Task to carry out: While reading through the material below, copy each line that holds the word "LALU".

-*-*-

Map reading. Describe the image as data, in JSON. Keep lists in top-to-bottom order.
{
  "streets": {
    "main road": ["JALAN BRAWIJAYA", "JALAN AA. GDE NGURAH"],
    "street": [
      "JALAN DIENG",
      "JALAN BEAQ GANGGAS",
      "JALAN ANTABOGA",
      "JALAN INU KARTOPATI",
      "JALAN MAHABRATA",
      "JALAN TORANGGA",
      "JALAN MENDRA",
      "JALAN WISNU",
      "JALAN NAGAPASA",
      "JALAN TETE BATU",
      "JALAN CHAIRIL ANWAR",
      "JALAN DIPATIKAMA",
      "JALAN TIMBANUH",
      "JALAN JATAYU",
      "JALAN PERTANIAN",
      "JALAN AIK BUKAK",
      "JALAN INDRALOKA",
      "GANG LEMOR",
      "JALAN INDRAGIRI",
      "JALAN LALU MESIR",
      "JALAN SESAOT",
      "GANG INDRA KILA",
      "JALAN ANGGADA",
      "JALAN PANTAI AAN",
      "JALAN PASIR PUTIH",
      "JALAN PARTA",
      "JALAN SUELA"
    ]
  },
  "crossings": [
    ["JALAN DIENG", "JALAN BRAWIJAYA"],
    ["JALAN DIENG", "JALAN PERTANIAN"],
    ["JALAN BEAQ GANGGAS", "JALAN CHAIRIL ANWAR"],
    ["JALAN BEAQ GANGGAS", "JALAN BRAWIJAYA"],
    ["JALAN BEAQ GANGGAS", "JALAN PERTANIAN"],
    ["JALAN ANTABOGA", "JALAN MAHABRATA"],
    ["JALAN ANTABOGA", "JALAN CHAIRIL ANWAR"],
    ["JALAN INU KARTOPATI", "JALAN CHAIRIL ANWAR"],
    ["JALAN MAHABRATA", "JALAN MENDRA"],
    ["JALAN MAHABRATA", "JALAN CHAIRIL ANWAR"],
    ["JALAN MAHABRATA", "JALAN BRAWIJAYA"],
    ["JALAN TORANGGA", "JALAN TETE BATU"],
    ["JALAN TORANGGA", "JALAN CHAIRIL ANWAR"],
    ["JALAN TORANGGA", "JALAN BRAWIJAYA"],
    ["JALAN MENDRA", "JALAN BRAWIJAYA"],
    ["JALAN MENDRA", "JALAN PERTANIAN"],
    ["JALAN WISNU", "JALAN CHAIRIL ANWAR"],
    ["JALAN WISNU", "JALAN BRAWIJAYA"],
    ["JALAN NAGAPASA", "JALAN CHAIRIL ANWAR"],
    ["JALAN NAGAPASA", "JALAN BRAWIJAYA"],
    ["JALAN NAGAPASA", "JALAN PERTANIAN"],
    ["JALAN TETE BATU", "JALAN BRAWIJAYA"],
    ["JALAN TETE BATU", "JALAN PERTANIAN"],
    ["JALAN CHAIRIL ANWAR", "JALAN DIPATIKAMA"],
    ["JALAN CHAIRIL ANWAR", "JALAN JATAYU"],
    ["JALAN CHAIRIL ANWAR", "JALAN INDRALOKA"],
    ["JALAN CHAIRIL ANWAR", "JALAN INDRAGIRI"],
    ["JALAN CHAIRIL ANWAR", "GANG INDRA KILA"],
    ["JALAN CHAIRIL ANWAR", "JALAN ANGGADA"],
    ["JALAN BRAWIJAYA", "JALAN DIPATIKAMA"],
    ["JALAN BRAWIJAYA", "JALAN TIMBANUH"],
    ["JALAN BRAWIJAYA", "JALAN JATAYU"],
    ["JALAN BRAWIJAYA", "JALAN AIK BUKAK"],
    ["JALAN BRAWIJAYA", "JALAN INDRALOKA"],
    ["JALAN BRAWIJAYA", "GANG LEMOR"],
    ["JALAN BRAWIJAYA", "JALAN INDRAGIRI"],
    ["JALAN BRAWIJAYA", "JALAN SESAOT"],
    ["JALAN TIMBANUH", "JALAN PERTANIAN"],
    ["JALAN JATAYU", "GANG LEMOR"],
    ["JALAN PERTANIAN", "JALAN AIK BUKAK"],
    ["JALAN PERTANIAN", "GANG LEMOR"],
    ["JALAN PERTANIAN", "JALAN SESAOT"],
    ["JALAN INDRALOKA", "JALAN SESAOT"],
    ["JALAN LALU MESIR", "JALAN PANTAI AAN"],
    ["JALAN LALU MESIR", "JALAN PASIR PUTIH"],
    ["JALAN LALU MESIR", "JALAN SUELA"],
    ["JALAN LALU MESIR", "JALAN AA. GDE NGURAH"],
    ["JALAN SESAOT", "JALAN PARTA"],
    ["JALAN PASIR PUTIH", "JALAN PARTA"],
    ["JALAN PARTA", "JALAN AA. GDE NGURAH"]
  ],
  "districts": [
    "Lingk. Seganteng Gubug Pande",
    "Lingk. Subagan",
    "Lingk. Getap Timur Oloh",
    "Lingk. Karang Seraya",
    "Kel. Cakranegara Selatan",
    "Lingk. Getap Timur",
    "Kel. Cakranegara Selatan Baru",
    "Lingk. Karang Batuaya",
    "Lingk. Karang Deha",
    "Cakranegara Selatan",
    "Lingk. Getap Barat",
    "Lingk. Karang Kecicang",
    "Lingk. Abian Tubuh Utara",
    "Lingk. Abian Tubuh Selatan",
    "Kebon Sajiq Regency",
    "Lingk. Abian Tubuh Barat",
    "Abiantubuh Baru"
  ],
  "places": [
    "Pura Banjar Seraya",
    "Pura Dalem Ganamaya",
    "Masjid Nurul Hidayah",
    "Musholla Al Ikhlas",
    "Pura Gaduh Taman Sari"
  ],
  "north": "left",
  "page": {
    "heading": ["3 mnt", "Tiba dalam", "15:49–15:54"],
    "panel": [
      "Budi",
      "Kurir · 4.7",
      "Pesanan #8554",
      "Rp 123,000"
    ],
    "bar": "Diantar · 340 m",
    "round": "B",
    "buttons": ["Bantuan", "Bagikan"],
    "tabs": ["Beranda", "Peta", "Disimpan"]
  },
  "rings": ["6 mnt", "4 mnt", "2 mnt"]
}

-*-*-

Task response:
      "JALAN LALU MESIR",
    ["JALAN LALU MESIR", "JALAN PANTAI AAN"],
    ["JALAN LALU MESIR", "JALAN PASIR PUTIH"],
    ["JALAN LALU MESIR", "JALAN SUELA"],
    ["JALAN LALU MESIR", "JALAN AA. GDE NGURAH"],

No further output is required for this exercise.